Le pouvoir du CE. Le volet d’information des représentants du personnel de la loi fait grincer les dents des patrons. Le Comité d’entreprise (CE) doit être informé avant toute annonce publique sur des mesures «de nature à affecter de manière importante les conditions de travail et d’emploi.» Certaines entreprises n’admettent pas cette «ingérence» des partenaires sociaux dans ce qu’elles peuvent considérer comme de la «gestion courante de l’entreprise.» Résultat, les contentieux se multiplient comme chez Alcatel ou Yves-Saint-Laurent. Mais la mesure qui semble la plus problématique est celle qui prévoit la «non concomitance des procédures de consultation des livres IV et III». En clair, syndicats et direction qui négocient un plan social doivent boucler l’étude des conditions économiques avant de passer au volet social des licenciement. Le CE a le droit, de faire nommer un expert pour étudier la situation économique de l’entreprise et de formuler des propositions alternatives. «Certains syndicats s’en servent pour faire de l’obstruction, explique une déléguée CFDT dans la métallurgie qui négocie un plan social concernant plus de 400 personnes. Ils bloquent la procédure et font traîner les choses. Franchement ce n’est bon pour personne.» Certains experts, craignent un rallongement des procédures de négociation des plans sociaux. «Les gens n’ont qu’une hâte, être fixés sur leur sort, explique un DRH. Quand on traîne au livre IV, les gens dépriment.» Le recours a un expert comptable pour éplucher la comptabilité de l’entreprise pose aussi de nombreuses questions. «Notre groupe est américain, confie un syndicaliste d’une entreprise de télécoms. Quand les documents finissent par être envoyés, ils sont en anglais et l’expert est aussi perdu que nous…»

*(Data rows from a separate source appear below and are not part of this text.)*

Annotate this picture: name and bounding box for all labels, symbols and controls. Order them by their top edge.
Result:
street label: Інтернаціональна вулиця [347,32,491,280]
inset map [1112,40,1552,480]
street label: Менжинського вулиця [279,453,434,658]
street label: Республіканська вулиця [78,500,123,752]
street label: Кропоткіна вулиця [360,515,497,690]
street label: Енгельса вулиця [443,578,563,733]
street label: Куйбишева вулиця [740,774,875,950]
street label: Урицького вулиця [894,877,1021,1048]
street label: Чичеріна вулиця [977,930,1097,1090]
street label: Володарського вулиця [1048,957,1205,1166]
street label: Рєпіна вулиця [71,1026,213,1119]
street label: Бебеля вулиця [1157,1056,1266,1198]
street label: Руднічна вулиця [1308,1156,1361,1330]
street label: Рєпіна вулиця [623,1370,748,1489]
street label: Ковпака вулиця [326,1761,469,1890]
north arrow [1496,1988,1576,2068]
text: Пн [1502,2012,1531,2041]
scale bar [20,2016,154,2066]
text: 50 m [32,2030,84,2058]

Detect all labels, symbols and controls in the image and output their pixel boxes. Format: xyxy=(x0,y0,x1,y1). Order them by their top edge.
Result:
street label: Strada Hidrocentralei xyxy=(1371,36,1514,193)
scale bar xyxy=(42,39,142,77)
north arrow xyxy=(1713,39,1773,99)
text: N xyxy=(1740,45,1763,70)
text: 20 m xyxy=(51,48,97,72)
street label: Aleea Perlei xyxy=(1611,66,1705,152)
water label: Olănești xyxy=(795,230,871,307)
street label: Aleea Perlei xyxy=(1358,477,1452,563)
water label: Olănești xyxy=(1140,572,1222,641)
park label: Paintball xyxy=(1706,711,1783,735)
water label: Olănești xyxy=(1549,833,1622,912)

Menace du dépôt de bilan. Alors pour raccourcir les délais certaines directions d’entreprises sont en train d’inventer une parade maximaliste : le dépôt de bilan. «Dans certaines boites les patrons font pression sur les CE pour qu’ils accélèrent la procédure, sinon ils menacent de mettre l’entreprise en faillite et de déposer le bilan», explique Sylvaine Bossé de la CFDT du Cher. «La loi a été faite pour de grandes entreprises, en période de croissance, affirme le DRH d’une entreprise d’électronique qui doit supprimer près de 50 % de son effectif. Les grosses PME comme la mienne n’ont pas la surface financière pour supporter des procédures trop longues. Les pertes s’accumulent, alors même qu’un plan social devait permettre de faire baisser les charges et sauver des emplois.» Contre cet écueil du rallongement des procédures et de leur blocage, la loi avait prévu la nomination d’un médiateur. Chez Aventis Pharma, à Romainville, les salariés espéraient beaucoup de la nomination du médiateur pour éviter le démantèlement de leur site. Mais le décret qui devait officialiser la liste des médiateurs potentiels n’a jamais été publié par le ministre des Affaires sociales, François Fillon. Manière de dire que la LMS serait bien une loi éphémère.